George W. Bush is famous for his attachment to a painting which he acquired after becoming a “born again Christian.” It’s by W.H.D. Koerner and is entitled “A Charge to Keep.” Bush was so taken by it, that he took the painting’s name for his own official autobiography. And here’s what he says about it:

    I thought I would share with you a recent bit of Texas history which epitomizes our mission. When you come into my office, please take a look at the beautiful painting of a horseman determinedly charging up what appears to be a steep and rough trail. This is us. What adds complete life to the painting for me is the message of Charles Wesley that we serve One greater than ourselves.

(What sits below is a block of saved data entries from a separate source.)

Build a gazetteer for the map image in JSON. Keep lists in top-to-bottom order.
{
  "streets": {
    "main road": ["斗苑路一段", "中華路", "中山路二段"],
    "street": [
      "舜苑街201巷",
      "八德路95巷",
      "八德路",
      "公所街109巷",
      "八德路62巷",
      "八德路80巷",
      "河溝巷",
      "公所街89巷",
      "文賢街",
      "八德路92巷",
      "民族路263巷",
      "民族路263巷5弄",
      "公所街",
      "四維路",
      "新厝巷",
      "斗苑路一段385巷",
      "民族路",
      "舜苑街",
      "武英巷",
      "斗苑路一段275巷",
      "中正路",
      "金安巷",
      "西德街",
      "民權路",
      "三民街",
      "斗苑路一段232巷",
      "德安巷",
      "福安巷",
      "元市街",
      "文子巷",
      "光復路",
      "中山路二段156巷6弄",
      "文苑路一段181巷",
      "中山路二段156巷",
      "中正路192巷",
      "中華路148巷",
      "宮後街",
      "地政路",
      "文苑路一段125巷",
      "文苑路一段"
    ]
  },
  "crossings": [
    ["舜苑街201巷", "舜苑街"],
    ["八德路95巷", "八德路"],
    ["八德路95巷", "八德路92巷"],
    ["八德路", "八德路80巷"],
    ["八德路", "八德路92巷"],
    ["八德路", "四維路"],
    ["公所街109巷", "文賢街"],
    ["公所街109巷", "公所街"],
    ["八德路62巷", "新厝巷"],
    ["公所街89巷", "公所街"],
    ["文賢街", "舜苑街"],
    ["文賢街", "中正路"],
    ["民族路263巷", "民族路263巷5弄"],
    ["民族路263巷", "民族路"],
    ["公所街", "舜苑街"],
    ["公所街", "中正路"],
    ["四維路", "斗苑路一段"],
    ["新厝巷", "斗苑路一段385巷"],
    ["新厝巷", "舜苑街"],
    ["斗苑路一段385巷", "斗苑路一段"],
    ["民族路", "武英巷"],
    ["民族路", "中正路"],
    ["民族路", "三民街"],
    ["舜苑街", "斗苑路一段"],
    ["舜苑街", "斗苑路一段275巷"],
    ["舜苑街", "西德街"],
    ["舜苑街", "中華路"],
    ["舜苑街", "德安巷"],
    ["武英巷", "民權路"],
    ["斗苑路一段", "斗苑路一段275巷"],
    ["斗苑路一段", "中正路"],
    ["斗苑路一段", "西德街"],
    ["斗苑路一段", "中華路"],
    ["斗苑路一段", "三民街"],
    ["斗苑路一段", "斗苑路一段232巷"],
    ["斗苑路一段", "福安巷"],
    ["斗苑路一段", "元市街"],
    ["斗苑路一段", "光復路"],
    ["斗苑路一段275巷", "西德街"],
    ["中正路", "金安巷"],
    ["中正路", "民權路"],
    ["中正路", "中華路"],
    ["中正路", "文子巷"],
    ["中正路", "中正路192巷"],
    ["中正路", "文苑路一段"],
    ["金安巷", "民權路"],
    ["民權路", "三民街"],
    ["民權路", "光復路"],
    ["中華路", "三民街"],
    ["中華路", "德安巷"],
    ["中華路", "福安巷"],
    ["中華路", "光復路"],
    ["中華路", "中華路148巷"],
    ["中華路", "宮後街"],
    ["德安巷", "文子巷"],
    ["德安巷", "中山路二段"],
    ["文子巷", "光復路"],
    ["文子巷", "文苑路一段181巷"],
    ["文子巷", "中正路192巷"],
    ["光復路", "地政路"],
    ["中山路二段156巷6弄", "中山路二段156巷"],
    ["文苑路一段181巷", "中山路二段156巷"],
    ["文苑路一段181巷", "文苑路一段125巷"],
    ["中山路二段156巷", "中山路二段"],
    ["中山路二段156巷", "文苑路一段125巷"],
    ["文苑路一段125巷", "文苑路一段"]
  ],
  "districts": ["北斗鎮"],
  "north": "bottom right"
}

So in Bush’s view (or perhaps I should say, faith) the key figure, with whom he personally identifies, is a missionary spreading the word of the Methodist Christianity in the American West in the late nineteenth century.

(snip)

Only that is not the title, message, or meaning of the painting. The artist, W.H.D. Koerner, executed it to illustrate a Western short story entitled “The Slipper Tongue,” published in The Saturday Evening Post in 1916. The story is about a smooth-talking horse thief who is caught, and then escapes a lynch mob in the Sand Hills of Nebraska. The illustration depicts the thief fleeing his captors. In the magazine, the illustration bears the caption: “Had His Start Been Fifteen Minutes Longer He Would Not Have Been Caught.”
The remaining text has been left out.